For this lab, we will use a toy dataset to predict housing prices in California with data provided by sklearn.datasets package. There are more interesting datasets in the package if you want to explore them during your free time!

Run the following cell to load data.

# Run this cell
from sklearn.datasets import fetch_california_housing
california_housing = fetch_california_housing(as_frame=True)

Some methods we can use to explore this dataset:

  • data: The independent variables/features (X)

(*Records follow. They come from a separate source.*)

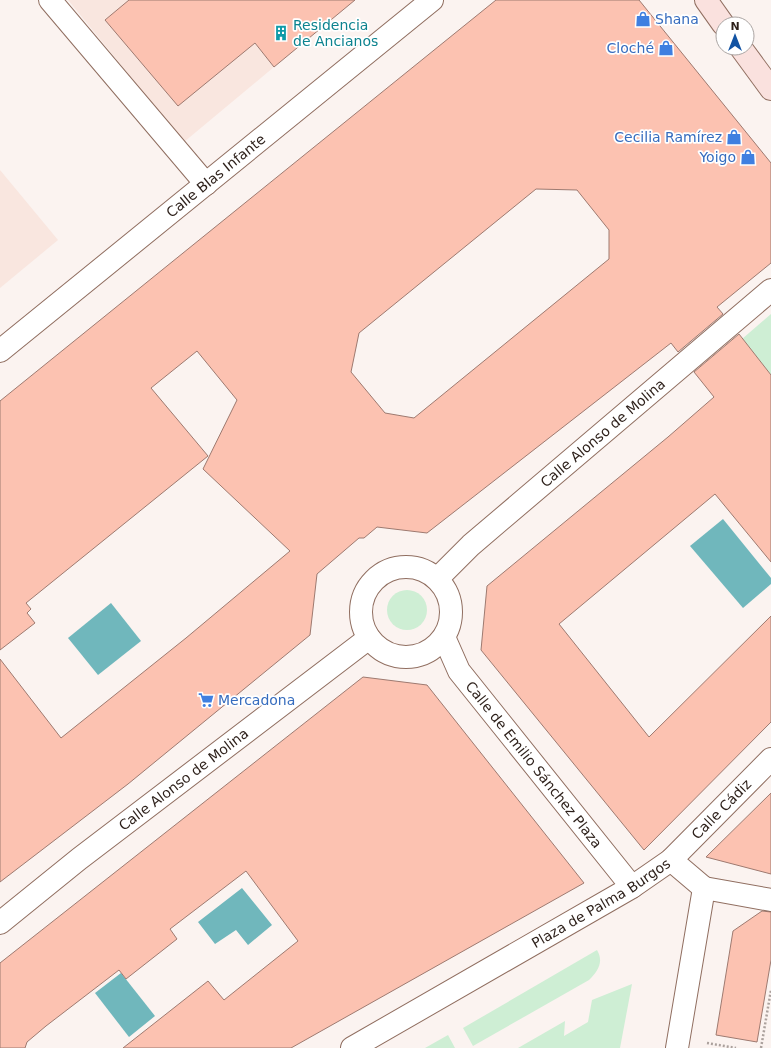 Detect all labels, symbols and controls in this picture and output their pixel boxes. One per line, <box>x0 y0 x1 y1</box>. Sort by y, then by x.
shop icon: Shana <box>634 10 652 28</box>
place label: Shana <box>655 11 699 27</box>
north arrow <box>715 16 755 56</box>
place label: Residencia de Ancianos <box>293 17 378 49</box>
text: N <box>730 20 740 33</box>
building icon: Residencia de Ancianos <box>272 24 290 42</box>
shop icon: Cloché <box>657 39 675 57</box>
place label: Cloché <box>607 40 654 56</box>
shop icon: Cecilia Ramírez <box>725 128 743 146</box>
place label: Cecilia Ramírez <box>614 129 722 145</box>
street label: Calle Blas Infante <box>163 131 268 221</box>
shop icon: Yoigo <box>739 148 757 166</box>
place label: Yoigo <box>698 149 736 165</box>
street label: Calle Alonso de Molina <box>537 376 668 490</box>
street label: Calle de Emilio Sánchez Plaza <box>462 678 605 851</box>
supermarket icon: Mercadona <box>197 691 215 709</box>
place label: Mercadona <box>218 692 295 708</box>
street label: Calle Alonso de Molina <box>116 725 251 834</box>
street label: Calle Cádiz <box>688 776 754 842</box>
street label: Plaza de Palma Burgos <box>529 855 673 951</box> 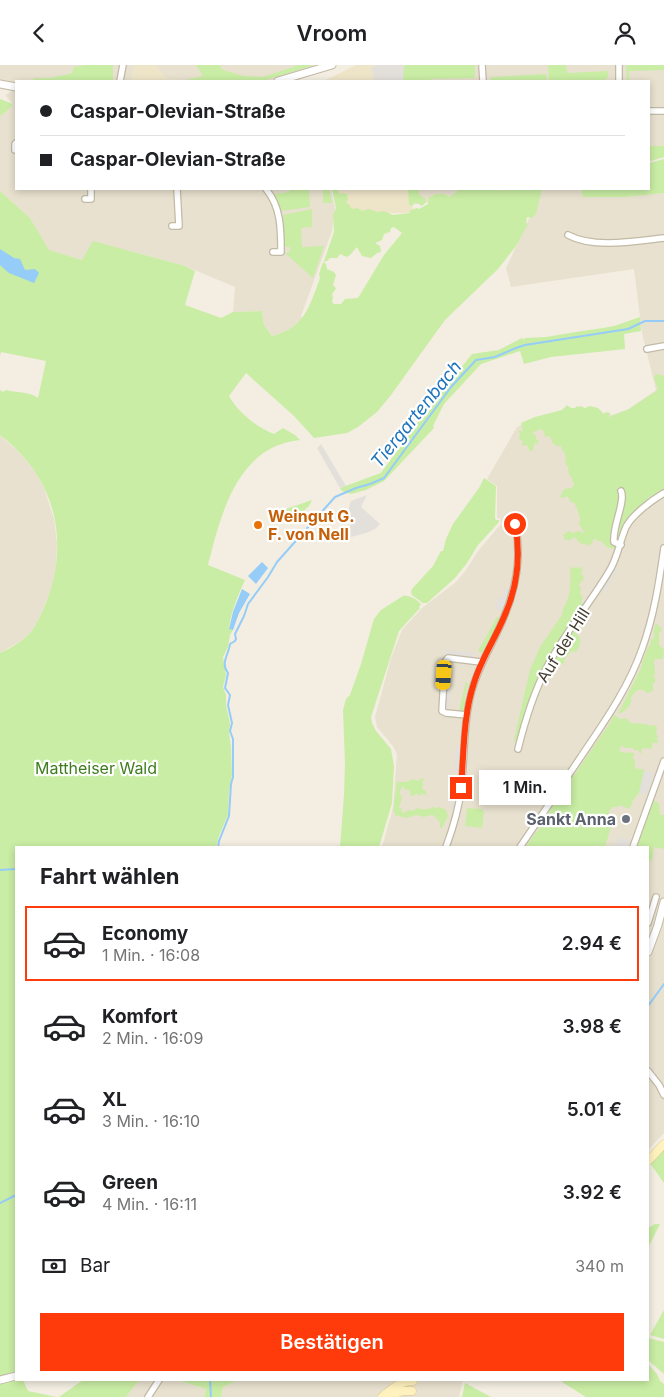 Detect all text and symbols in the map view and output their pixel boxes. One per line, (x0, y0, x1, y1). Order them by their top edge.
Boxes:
icon: back (25, 19, 53, 47)
icon: person (611, 19, 639, 47)
text: Vroom (297, 20, 367, 46)
text: Caspar-Olevian-Straße (70, 100, 286, 123)
text: Caspar-Olevian-Straße (70, 148, 286, 171)
water label: Tiergartenbach (366, 356, 466, 472)
place label: Weingut G. F. von Nell (268, 506, 355, 544)
route start (504, 513, 526, 535)
marker: Weingut G. F. von Nell (252, 519, 264, 531)
street label: Auf der Hill (532, 604, 594, 686)
car (435, 660, 452, 690)
park label: Mattheiser Wald (35, 758, 157, 778)
callout: 1 Min. (478, 771, 571, 805)
route end (450, 777, 472, 799)
text: 1 Min. (503, 777, 547, 797)
place label: Sankt Anna (526, 809, 616, 829)
marker: Sankt Anna (620, 813, 632, 825)
text: Fahrt wählen (40, 863, 180, 889)
icon: car (42, 921, 87, 966)
text: Economy (102, 922, 188, 945)
text: 2.94 € (562, 932, 622, 955)
text: 1 Min. · 16:08 (102, 945, 200, 965)
icon: car (42, 1004, 87, 1049)
text: Komfort (102, 1005, 178, 1028)
text: 3.98 € (562, 1015, 622, 1038)
text: 2 Min. · 16:09 (102, 1028, 203, 1048)
icon: car (42, 1087, 87, 1132)
text: XL (102, 1088, 127, 1111)
text: 5.01 € (567, 1098, 622, 1121)
text: 3 Min. · 16:10 (102, 1111, 200, 1131)
icon: car (42, 1170, 87, 1215)
text: Green (102, 1171, 158, 1194)
text: 3.92 € (563, 1181, 622, 1204)
text: 4 Min. · 16:11 (102, 1194, 197, 1214)
icon: cash (40, 1252, 68, 1280)
text: Bar (80, 1254, 110, 1277)
text: 340 m (575, 1256, 624, 1276)
button: Bestätigen (40, 1313, 624, 1371)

  • target: the response vector (Y)

  • feature_names: The column names

  • DESCR: A full description of the data, and

  • frame: full DataFrame with data and target

For more information, refer to this document

Now, we use DESCR method to undertand what each columns represents. Run the cell below.

# Run this cell
print(california_housing.DESCR)

Question: What is the granularity of this dataset? Specifically, what does each row represent?

Type your answer here, replacing this text.

Let’s store our full DataFrame as california_housing

# Run this cell
california_housing = california_housing.frame
california_housing.head()

Question: What is the target variable we aim to predict? What are the input features? Identify at least two features that you believe would be useful for this prediction task, and explain why they would add value.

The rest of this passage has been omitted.